CIVIC PLANNING : Prague’s new identity card
Starting next year, a new logo, with Prague in yellow letters in several languages on a red background, will appear on the streets of Prague. It will replace the historical capital city sign, which will continue to be used only on gala and official occasions. The logo was created by the Najbrt graphics studio, which won a tender called by Prague City Hall. For CZK 1.8 million, Prague will acquire licensing rights for unconditional use and the complete graphics manual. The winning design should symbolize the city, which has once again become a multi-cultural center after many years, and so should emphasize openness. In order to achieve a unified visual style that will be developed on an ongoing basis, it is expected that in the near future a new web site will be created, and the logo will be placed not only on official materials, maps, and cars, but also on information panels with touch screens in the city center.

SOCIETY: Czechs with language skills make morevaluable employees
Last June, Universitas, in cooperation with CzechInvest, conducted research on linguistic skills among the Czech population, with nearly 3,000 respondents aged 18-59. The study showed that the most common foreign language spoken by Czechs is German (35.9%), followed by Russian and English.
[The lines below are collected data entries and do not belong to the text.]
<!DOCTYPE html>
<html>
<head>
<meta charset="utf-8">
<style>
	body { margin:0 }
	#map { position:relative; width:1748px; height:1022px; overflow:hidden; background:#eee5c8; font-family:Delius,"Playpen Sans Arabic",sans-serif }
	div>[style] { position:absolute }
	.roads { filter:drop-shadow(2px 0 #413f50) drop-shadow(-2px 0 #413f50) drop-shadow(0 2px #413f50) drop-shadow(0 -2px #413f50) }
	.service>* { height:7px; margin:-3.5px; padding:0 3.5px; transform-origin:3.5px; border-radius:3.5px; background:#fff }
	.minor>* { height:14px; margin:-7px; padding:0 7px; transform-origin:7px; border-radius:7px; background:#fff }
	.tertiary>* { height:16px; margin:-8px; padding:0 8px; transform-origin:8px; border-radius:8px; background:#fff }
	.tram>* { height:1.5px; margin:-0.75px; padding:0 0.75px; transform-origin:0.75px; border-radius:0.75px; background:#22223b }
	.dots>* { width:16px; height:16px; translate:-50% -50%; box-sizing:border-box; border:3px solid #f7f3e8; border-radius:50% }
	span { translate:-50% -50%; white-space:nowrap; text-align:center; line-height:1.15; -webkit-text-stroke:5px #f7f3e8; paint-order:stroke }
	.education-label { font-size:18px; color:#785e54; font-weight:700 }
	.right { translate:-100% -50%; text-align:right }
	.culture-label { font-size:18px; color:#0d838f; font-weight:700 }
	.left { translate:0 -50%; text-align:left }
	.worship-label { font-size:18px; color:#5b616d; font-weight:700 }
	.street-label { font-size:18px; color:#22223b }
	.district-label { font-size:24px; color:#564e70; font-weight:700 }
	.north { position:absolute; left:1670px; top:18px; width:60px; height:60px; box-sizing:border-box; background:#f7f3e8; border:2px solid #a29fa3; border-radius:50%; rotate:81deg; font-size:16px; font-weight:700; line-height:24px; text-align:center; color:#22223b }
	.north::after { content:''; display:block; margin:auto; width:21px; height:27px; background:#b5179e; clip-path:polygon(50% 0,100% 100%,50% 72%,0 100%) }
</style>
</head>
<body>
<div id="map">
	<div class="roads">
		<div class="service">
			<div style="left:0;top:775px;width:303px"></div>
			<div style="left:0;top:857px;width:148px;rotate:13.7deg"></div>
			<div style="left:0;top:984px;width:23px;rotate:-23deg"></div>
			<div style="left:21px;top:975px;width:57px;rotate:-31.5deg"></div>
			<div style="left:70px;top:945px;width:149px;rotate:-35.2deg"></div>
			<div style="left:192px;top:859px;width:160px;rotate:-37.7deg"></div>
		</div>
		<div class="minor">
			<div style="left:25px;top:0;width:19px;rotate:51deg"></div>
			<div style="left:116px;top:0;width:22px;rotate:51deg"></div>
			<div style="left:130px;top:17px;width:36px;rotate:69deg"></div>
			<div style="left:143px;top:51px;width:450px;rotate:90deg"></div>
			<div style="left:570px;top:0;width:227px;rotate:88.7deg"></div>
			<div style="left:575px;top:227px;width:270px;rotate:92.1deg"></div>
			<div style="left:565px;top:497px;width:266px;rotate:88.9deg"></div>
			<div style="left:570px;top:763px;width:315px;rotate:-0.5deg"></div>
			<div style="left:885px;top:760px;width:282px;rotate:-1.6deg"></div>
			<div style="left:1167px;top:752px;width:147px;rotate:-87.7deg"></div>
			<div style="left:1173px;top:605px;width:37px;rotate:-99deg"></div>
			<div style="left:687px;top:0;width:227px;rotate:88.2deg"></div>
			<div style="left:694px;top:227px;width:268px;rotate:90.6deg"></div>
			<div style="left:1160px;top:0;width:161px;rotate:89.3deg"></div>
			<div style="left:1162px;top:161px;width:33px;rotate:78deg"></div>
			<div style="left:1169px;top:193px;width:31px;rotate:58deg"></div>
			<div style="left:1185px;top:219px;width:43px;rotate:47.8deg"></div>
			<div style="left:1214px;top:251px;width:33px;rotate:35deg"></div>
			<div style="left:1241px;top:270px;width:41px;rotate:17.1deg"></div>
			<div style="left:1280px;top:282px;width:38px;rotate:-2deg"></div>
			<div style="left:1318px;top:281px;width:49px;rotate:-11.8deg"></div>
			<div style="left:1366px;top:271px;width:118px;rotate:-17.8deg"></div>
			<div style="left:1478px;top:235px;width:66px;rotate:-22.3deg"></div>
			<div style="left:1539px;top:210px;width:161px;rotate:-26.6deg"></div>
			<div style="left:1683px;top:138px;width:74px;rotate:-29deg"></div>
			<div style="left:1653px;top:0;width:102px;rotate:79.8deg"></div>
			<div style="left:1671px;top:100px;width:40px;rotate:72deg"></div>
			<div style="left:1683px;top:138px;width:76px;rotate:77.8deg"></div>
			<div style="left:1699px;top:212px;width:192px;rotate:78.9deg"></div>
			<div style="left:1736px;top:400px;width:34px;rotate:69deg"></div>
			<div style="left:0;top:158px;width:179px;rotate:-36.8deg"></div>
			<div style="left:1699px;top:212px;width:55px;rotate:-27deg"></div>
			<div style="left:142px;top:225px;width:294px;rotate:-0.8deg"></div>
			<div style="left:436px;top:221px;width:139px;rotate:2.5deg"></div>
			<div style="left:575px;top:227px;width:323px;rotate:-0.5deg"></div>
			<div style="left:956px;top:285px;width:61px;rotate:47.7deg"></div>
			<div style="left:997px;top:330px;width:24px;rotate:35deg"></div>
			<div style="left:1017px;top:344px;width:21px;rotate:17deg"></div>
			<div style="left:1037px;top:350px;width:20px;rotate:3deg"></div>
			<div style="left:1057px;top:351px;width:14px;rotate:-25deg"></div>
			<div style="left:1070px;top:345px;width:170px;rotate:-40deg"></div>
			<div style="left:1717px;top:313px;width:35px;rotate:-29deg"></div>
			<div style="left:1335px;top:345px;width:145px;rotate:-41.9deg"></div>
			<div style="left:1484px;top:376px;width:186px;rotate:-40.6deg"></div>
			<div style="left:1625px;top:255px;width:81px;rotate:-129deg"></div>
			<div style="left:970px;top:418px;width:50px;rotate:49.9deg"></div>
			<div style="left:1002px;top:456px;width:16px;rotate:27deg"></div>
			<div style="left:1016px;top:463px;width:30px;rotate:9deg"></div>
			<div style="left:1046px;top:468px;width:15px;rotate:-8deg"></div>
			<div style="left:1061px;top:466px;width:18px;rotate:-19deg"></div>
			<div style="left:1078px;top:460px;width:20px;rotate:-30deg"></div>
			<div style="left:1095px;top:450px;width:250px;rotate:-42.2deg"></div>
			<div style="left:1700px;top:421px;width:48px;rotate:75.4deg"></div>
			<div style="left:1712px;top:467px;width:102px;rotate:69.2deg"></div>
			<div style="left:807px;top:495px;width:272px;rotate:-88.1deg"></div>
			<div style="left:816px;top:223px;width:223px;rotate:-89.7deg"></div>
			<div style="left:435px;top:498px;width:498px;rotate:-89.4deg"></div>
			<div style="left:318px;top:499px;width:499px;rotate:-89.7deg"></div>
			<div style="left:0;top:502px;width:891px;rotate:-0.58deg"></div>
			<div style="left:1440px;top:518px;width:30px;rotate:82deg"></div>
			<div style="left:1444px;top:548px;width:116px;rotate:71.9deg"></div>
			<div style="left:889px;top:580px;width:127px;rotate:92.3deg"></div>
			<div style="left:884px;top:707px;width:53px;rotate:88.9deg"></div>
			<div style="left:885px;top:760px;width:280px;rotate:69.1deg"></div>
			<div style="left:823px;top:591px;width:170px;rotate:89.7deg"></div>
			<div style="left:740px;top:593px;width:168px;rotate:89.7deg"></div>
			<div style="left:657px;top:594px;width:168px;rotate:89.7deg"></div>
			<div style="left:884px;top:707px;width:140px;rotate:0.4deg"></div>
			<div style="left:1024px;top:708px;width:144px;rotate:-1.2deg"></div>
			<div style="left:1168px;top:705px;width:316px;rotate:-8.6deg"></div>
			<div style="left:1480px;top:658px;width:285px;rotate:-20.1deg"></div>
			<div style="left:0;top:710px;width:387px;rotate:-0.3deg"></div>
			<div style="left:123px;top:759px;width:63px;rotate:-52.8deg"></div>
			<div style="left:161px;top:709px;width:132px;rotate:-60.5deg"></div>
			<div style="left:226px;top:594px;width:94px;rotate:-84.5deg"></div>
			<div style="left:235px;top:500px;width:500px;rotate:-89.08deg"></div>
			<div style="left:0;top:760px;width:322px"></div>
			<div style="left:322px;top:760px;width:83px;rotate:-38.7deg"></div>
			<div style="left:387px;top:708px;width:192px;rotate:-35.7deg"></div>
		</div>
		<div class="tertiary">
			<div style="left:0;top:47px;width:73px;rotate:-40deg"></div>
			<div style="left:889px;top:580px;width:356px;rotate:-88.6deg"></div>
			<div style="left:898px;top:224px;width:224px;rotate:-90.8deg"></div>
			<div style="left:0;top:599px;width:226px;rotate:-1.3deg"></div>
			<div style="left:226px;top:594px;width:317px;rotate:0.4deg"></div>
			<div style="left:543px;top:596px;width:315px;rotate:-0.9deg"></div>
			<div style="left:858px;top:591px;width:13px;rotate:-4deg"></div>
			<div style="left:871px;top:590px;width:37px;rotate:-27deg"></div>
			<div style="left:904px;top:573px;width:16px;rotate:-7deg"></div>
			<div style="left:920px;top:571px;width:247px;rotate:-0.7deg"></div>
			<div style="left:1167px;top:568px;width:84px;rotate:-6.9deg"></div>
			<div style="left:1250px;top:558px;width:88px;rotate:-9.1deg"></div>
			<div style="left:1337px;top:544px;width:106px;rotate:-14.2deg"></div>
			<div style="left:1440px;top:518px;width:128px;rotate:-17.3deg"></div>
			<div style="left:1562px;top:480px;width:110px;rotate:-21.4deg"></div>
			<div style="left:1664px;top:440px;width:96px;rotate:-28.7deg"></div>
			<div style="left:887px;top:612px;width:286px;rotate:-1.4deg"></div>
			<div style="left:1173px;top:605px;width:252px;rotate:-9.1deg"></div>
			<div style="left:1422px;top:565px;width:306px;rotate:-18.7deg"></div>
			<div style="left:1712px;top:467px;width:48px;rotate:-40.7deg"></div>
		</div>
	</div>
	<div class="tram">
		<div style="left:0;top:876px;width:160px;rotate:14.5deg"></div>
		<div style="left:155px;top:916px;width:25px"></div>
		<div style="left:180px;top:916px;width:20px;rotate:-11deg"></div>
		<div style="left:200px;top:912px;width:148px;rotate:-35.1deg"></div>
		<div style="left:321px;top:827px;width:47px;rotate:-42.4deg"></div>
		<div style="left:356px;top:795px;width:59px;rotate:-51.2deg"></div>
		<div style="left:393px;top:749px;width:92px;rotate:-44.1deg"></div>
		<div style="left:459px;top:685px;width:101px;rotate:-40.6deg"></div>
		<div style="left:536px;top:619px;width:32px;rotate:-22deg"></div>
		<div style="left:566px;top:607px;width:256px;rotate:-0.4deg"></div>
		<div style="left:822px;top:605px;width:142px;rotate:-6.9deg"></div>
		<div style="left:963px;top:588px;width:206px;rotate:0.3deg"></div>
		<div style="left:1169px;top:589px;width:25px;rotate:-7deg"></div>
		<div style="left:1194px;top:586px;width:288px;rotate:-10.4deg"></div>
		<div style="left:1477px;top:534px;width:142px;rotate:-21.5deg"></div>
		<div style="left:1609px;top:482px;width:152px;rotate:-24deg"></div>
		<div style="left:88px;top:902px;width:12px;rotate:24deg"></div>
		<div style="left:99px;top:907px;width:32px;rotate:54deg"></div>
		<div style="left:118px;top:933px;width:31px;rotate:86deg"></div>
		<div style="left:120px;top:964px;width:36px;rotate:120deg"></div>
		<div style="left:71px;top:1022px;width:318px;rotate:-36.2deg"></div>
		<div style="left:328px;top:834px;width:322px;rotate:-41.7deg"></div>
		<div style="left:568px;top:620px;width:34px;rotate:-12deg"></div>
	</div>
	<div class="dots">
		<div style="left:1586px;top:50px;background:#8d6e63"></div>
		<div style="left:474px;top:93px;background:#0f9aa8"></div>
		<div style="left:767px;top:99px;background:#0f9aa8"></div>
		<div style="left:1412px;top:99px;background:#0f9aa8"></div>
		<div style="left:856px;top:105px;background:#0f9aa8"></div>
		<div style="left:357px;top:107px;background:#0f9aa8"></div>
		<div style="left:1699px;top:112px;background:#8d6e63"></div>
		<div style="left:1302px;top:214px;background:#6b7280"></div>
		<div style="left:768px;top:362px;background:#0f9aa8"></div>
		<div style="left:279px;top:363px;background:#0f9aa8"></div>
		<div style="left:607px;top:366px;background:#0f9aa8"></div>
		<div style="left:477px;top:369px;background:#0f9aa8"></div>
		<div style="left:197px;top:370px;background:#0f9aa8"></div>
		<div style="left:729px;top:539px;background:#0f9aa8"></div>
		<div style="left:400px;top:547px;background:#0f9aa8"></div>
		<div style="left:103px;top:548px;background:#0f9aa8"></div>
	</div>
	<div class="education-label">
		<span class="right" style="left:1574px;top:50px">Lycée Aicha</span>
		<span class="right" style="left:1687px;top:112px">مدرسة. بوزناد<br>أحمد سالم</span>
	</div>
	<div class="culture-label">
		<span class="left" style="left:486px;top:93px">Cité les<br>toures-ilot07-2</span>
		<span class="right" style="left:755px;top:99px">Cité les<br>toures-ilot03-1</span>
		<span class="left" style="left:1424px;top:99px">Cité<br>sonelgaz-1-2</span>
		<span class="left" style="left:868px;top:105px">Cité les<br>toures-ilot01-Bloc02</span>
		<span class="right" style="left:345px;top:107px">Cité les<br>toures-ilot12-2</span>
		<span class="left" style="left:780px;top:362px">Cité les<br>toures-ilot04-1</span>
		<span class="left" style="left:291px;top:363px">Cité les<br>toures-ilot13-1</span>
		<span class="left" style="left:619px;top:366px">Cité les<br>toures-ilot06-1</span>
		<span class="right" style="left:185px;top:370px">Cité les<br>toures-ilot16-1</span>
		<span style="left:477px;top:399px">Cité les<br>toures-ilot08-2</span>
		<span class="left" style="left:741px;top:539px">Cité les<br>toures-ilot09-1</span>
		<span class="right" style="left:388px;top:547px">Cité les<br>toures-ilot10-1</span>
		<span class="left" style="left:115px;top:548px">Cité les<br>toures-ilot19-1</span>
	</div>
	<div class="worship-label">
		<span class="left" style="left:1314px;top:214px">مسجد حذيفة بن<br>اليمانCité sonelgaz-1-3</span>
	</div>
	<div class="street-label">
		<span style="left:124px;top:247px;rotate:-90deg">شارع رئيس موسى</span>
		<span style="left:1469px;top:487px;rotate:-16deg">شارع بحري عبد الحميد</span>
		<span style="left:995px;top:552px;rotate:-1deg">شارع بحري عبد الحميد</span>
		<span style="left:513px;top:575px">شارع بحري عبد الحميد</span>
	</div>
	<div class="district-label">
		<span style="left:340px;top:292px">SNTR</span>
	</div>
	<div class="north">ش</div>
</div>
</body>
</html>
In the 18-39 age category, the situation is different – the leading language is English (52%). Only 25% said they know no foreign language. The research also indicates that language knowledge is closely connected with qualification and education, and that the number of foreign languages acquired rises with job level. “The level of linguistic skills is one of the criteria according to which foreign investors decide where to make their investments,” says Martin Jahn, executive director of CzechInvest.